We saw UX Bootcamps like General Assembly gain tremendous popularity, offering to turn their students into fully-fledged, UX designers in just a few weeks.
The powerful tech industry had a necessity and the market met the requirement by training a new army of qualified labor.
The need for strategic designers
We’ve now reached a point in which UX designers are a fundamental role in product development teams.
Not only UX design is commonplace in most successful tech companies but its value is well understood by management. And that’s a great thing.
As a result, the challenges companies now face are higher level.

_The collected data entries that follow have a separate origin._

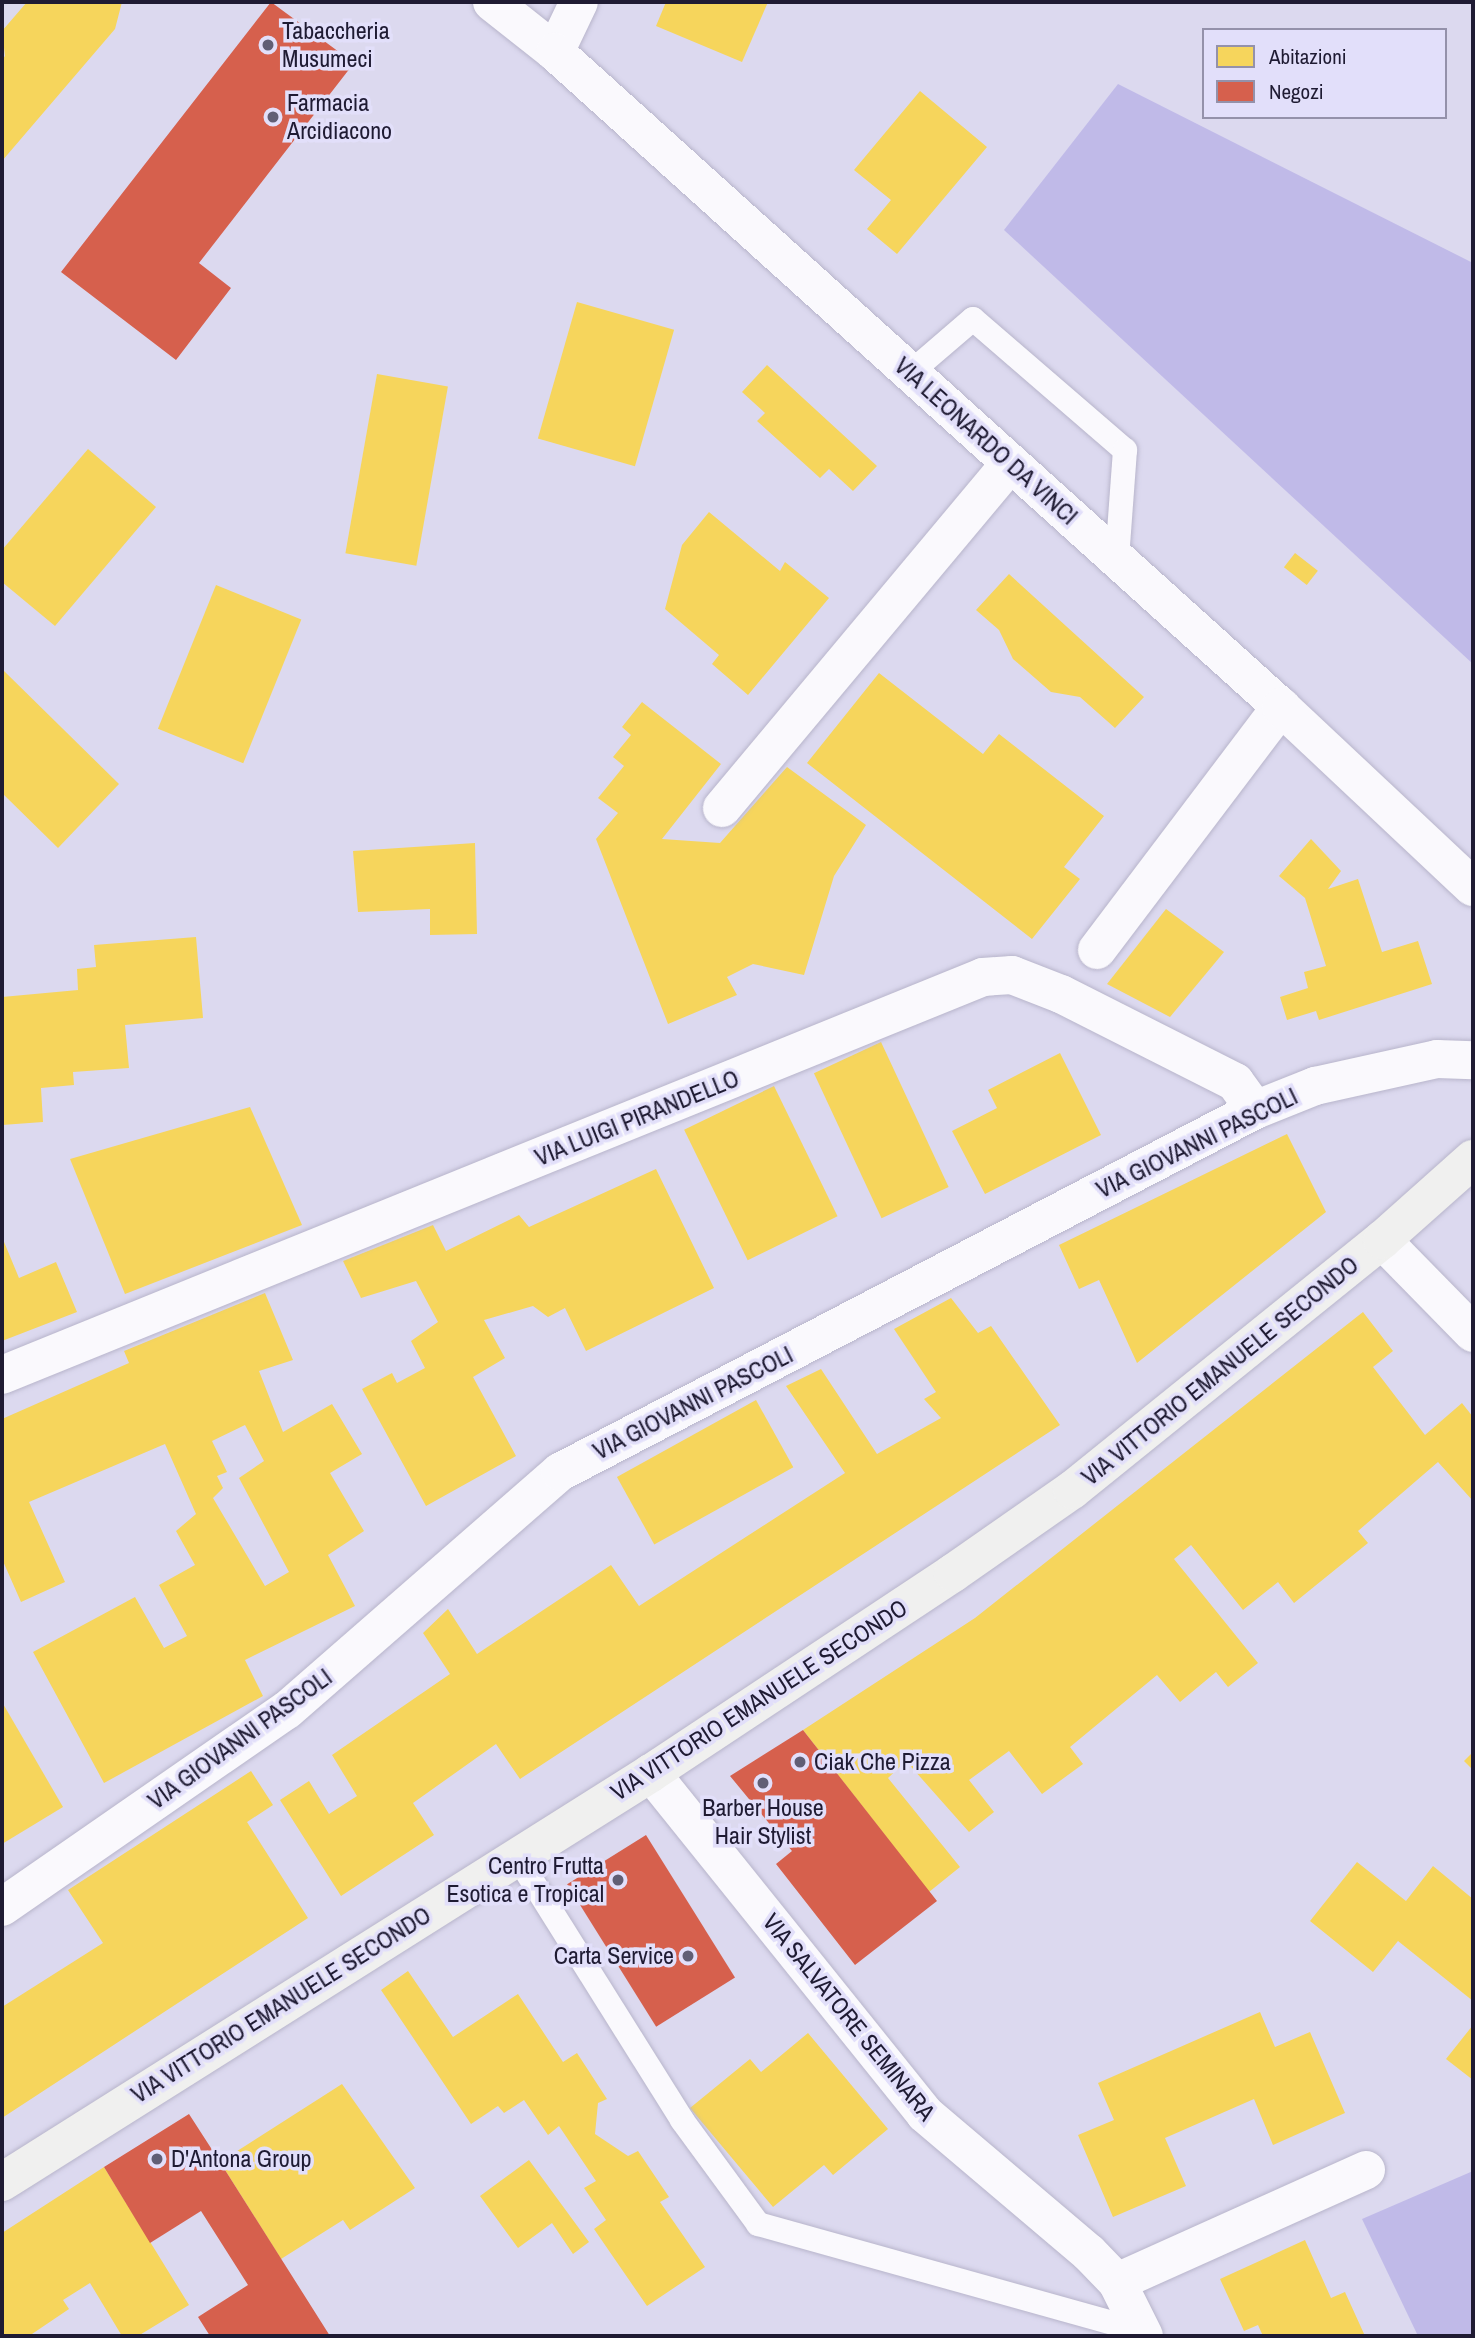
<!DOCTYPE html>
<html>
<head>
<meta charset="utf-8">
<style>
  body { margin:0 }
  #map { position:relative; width:1475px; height:2338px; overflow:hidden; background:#dcd9ef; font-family:"Archivo Narrow",sans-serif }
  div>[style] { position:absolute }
  .green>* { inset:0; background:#c0bae8 }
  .homes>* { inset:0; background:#f6d55c; transform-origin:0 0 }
  .shops>* { inset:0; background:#d6604d; transform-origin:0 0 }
  .roads { filter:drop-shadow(0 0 2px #b8b5cb) drop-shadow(0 0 2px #b8b5cb) }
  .service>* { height:24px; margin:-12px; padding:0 12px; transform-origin:12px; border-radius:12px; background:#faf9fd }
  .minor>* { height:38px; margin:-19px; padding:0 19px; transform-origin:19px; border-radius:19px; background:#faf9fd }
  .tertiary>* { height:38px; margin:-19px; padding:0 19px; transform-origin:19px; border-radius:19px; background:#faf9fd }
  .secondary>* { height:38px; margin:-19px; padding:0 19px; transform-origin:19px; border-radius:19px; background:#f0f0ef }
  .dots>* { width:19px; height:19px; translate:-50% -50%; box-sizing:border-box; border:4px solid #e2dffa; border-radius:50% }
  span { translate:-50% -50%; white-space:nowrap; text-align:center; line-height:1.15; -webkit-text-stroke:7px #e2dffa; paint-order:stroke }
  .poi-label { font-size:24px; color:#1f1b33 }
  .left { translate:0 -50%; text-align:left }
  .right { translate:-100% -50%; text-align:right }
  .street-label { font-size:24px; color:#1f1b33 }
  .frame { position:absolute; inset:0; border:4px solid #1f1b33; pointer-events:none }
  .legend { position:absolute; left:1202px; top:28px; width:245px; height:91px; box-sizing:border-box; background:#e2dffa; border:2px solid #9491aa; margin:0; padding:9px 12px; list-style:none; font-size:21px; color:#1f1b33 }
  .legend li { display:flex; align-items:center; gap:14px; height:35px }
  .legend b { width:35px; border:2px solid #9491aa }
</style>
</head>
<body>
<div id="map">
  <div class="green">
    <i style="clip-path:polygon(1118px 84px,1473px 263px,1473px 664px,1004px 230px)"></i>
    <i style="clip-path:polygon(1473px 2171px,1473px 2336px,1418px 2336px,1362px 2219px)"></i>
  </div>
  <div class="homes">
    <i style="clip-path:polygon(27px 2px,122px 2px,115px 29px,2px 161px,2px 60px,5px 56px,2px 31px)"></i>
    <i style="clip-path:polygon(666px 2px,768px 2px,742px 62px,656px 26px)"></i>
    <i style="clip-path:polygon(920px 91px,987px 147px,897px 254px,867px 229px,891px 200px,854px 170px)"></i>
    <i style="left:577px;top:302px;width:101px;height:142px;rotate:16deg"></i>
    <i style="clip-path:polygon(767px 365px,877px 466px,853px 491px,829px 469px,820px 478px,757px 421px,765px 413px,742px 392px)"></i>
    <i style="left:377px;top:374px;width:72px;height:182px;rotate:10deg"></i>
    <i style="clip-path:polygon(88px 449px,156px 507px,55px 626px,2px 582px,2px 550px)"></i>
    <i style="clip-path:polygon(709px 512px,780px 571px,785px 562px,829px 598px,748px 695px,712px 664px,719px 655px,665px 609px,682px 545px)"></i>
    <i style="left:1295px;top:553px;width:29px;height:18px;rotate:38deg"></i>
    <i style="clip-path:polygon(1009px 574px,1144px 697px,1115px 728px,1080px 697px,1051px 692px,1013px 659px,999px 630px,976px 610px)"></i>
    <i style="left:216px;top:585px;width:92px;height:155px;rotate:22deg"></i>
    <i style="clip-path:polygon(2px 669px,119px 784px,58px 848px,2px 793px)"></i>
    <i style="clip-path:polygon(879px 673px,983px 754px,999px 734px,1104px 816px,1064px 867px,1080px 879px,1032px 939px,807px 763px)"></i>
    <i style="clip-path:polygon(642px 702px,721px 764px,662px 839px,720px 843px,787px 767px,866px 825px,834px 876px,804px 975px,753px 964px,727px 977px,737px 995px,668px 1024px,596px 839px,618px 813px,598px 798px,624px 766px,613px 757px,631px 735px,622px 727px)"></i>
    <i style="clip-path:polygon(1311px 839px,1341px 871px,1328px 889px,1358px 879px,1382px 952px,1418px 941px,1432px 984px,1319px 1020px,1316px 1011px,1287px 1020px,1280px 997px,1308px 988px,1304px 972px,1326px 966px,1305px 898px,1279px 876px)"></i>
    <i style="clip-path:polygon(475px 843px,477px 934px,430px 935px,430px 909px,358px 912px,353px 851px)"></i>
    <i style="clip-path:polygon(1166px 909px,1224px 952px,1170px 1017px,1107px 984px)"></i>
    <i style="clip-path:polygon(196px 937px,203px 1018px,125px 1025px,129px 1068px,73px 1072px,74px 1085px,41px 1088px,43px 1122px,2px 1125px,2px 997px,78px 990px,77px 969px,96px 967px,94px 945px)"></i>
    <i style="left:881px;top:1042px;width:160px;height:74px;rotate:65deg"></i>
    <i style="clip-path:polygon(1060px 1053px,1101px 1135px,985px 1194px,952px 1131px,997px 1108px,988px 1090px)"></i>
    <i style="left:774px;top:1086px;width:145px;height:100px;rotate:64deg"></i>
    <i style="clip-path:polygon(250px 1107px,302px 1225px,125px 1294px,70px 1159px)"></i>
    <i style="clip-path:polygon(1287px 1134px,1326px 1212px,1137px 1363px,1099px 1280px,1079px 1289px,1059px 1245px)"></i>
    <i style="clip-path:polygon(656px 1169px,714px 1288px,586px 1351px,565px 1308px,548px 1317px,533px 1306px,484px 1320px,505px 1358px,473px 1377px,516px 1456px,426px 1506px,362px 1389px,392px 1373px,397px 1383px,425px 1368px,411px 1341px,438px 1322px,416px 1281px,361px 1298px,343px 1261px,433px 1225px,446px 1251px,519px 1215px,529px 1227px)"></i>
    <i style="clip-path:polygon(2px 1237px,19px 1278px,56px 1262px,77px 1312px,2px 1341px)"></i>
    <i style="clip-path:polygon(evenodd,265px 1293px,293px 1360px,259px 1371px,283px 1432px,332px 1404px,362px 1454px,330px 1473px,364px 1531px,328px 1555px,355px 1606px,245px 1660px,263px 1696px,104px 1783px,33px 1652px,135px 1597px,164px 1648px,187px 1636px,159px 1585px,195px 1565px,176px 1531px,196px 1514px,165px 1444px,29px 1502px,65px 1582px,21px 1602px,2px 1559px,2px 1419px,129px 1363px,124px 1351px,265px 1293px,245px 1425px,264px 1461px,239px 1478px,289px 1572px,265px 1586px,213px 1498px,223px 1488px,217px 1476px,227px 1472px,212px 1441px,245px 1425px)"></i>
    <i style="clip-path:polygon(951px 1298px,978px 1333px,991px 1326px,1060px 1425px,520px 1779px,496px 1744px,413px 1803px,434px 1835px,341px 1896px,280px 1800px,309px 1781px,329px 1814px,357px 1796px,332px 1755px,450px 1674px,423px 1633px,448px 1609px,477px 1654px,611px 1565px,639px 1606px,845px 1473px,786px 1386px,821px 1369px,877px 1454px,941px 1418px,924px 1399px,936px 1392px,894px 1329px)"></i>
    <i style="clip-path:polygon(1363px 1312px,1393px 1351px,1373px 1367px,1425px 1435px,1462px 1403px,1473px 1417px,1473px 1501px,1438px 1462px,1358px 1531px,1368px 1543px,1294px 1603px,1278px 1582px,1243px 1610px,1191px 1545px,1174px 1559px,1258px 1663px,1228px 1687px,1216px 1672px,1180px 1702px,1157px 1675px,1070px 1747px,1083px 1764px,1042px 1794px,1009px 1751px,969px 1780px,994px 1812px,969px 1832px,906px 1761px,888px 1778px,960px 1867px,929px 1892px,803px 1730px,975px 1618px)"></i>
    <i style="left:756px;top:1400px;width:77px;height:159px;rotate:61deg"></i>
    <i style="clip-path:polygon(2px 1702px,63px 1807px,2px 1844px)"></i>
    <i style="clip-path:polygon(1473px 1752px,1473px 1770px,1464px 1761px)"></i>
    <i style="clip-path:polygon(251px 1771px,273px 1805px,247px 1822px,308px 1918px,2px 2118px,2px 2007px,103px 1943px,68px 1890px)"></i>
    <i style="clip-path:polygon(1357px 1862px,1406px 1901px,1433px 1866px,1473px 1899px,1473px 2001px,1398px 1941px,1373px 1972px,1310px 1921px)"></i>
    <i style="clip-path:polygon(408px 1971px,453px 2037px,518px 1994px,563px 2062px,577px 2053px,607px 2099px,598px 2103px,595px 2134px,628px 2156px,638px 2151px,669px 2197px,660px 2202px,705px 2267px,647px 2306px,594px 2229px,606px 2220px,584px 2188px,596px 2181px,559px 2126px,548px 2135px,524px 2100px,504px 2113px,498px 2106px,471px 2124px,381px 1990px)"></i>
    <i style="clip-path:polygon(1260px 2012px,1275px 2047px,1310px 2032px,1345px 2113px,1273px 2145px,1254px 2099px,1165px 2138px,1186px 2186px,1113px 2217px,1078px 2135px,1114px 2120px,1098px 2083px)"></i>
    <i style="clip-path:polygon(1473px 2025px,1473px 2080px,1446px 2059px)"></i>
    <i style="clip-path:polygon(808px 2033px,888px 2129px,833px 2175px,824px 2165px,773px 2207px,690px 2108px,750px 2059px,761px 2072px)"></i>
    <i style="clip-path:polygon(342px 2084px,415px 2188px,350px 2230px,343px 2220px,281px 2259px,220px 2162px)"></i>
    <i style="clip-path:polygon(529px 2160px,589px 2242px,573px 2254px,552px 2223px,518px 2248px,480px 2196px)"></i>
    <i style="clip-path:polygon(104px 2167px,189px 2305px,138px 2336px,122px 2336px,90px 2283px,63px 2300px,69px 2309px,29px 2336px,2px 2336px,2px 2233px)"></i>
    <i style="clip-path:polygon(1305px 2240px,1331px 2298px,1345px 2292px,1365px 2336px,1263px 2336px,1258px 2325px,1244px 2331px,1220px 2279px)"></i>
  </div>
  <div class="shops">
    <i style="clip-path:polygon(271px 2px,354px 63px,199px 263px,231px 288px,176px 360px,61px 272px)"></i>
    <i style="clip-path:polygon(803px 1730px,937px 1901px,855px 1965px,776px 1864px,792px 1851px,730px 1776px)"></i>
    <i style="left:646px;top:1835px;width:168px;height:93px;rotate:58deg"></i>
    <i style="clip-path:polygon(189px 2114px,220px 2162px,330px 2336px,210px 2336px,198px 2317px,248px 2285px,201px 2211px,150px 2243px,104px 2167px)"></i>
  </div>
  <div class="roads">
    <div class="service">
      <i style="left:910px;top:373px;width:83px;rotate:-40.6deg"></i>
      <i style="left:973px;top:319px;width:201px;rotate:40.8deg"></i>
      <i style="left:1125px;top:450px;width:109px;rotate:94.2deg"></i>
      <i style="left:516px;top:1855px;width:313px;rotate:57.9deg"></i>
      <i style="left:682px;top:2120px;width:129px;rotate:53.8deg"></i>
      <i style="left:758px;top:2224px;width:399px;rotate:15.6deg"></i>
    </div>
    <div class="minor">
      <i style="left:555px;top:52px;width:55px;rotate:-64.4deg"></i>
      <i style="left:722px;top:808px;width:449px;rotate:-50.1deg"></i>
      <i style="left:1097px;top:950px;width:305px;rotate:-52.9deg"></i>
      <i style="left:1382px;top:1240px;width:130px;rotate:45.6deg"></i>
      <i style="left:2px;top:1375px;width:1059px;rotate:-22.08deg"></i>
      <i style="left:983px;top:977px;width:29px;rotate:-4deg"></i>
      <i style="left:1012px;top:975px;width:53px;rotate:21.2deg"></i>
      <i style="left:1061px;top:994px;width:195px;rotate:26.8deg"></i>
      <i style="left:1235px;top:1082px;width:34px;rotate:54deg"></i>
      <i style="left:651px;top:1773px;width:437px;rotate:51.2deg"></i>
      <i style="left:925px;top:2114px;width:215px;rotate:40.3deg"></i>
      <i style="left:1089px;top:2253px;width:40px;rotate:46deg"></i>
      <i style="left:1117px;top:2282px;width:60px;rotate:63.4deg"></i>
      <i style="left:2px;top:1907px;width:346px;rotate:-34.7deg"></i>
      <i style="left:287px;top:1710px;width:362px;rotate:-41.1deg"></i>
      <i style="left:560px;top:1472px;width:784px;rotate:-27.51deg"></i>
      <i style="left:1255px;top:1110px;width:65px;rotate:-21.8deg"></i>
      <i style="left:1315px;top:1086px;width:125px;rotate:-12.5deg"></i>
      <i style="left:1437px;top:1059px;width:36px;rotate:2deg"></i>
      <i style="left:1117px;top:2282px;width:273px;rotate:-24.2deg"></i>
    </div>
    <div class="tertiary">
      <i style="left:492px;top:2px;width:80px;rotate:38.4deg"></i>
      <i style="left:555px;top:52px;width:978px;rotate:42.06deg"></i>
      <i style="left:1281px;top:707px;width:263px;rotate:43.2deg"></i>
    </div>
    <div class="secondary">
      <i style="left:2px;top:2182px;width:767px;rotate:-32.22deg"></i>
      <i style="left:651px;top:1773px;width:362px;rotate:-33.5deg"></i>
      <i style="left:953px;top:1573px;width:145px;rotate:-34.9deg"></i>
      <i style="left:1072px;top:1490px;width:398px;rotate:-38.9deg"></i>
      <i style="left:1382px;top:1240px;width:122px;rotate:-41.7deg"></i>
    </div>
  </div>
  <div class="dots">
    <i style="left:268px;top:45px;background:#615e75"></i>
    <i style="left:273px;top:117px;background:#615e75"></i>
    <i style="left:800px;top:1762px;background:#615e75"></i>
    <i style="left:763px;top:1783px;background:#615e75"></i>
    <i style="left:618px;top:1880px;background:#615e75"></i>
    <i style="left:688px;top:1956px;background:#615e75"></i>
    <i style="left:157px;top:2159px;background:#615e75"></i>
  </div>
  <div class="poi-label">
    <span class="left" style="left:282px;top:45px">Tabaccheria<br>Musumeci</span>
    <span class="left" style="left:287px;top:117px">Farmacia<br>Arcidiacono</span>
    <span class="left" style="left:814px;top:1762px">Ciak Che Pizza</span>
    <span style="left:763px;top:1822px">Barber House<br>Hair Stylist</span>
    <span class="right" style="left:604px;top:1880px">Centro Frutta<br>Esotica e Tropical</span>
    <span class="right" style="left:674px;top:1956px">Carta Service</span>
    <span class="left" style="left:171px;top:2159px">D'Antona Group</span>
  </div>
  <div class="street-label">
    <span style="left:986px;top:441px;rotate:42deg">VIA LEONARDO DA VINCI</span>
    <span style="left:637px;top:1118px;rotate:-22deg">VIA LUIGI PIRANDELLO</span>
    <span style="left:1197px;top:1143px;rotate:-26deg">VIA GIOVANNI PASCOLI</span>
    <span style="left:1220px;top:1371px;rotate:-39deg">VIA VITTORIO EMANUELE SECONDO</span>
    <span style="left:693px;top:1403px;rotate:-27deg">VIA GIOVANNI PASCOLI</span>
    <span style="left:759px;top:1700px;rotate:-33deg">VIA VITTORIO EMANUELE SECONDO</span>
    <span style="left:240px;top:1739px;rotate:-36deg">VIA GIOVANNI PASCOLI</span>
    <span style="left:281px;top:2005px;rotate:-32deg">VIA VITTORIO EMANUELE SECONDO</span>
    <span style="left:849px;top:2017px;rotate:51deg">VIA SALVATORE SEMINARA</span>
  </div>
  <div class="frame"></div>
  <ul class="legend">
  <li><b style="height:19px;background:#f6d55c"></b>Abitazioni</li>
  <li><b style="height:19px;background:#d6604d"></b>Negozi</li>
  </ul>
</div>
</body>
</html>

We no longer lack UX designers. We now need product and business-oriented designers. Designers who get the big picture and question assumptions from handed-down assignments from their managers.
It’s not enough for the designer to be the voice of the user. It’s also essential that they find the meeting point between the user and business value.
In other words, we need designers who can think strategically about the product and how each feature they work on contributes to the long-term vision.
Design strategy is a meeting point between what’s valuable for customers, and what’s profitable for businesses.
Lack of strategy can kill a product over the long term
When a product lacks a clear vision, it’s easy for everyone working on it to get distracted with short-term wins.
One example of lack of solid vision, is taking customer requests as gospel, without thinking in terms of how each feature will impact the experience down the line.
Don’t get me wrong, it’s vital for companies to listen to their customers. What’s dangerous is not prioritizing feature based on what the product stands for.
Featuritis or creeping featurism is the tendency for the number of features in a product (usually software product) to rise with each release of the product.
What may have been a cohesive and consistent design in the early versions may end up as a patchwork of added features. — Interaction Design Foundation
The remedy against featuritis is a good strategy
Good product direction is making sure the level of complexity is kept at bay.
A good design strategy allows companies to filter out unnecessary product initiatives that add bloat and kill mature products.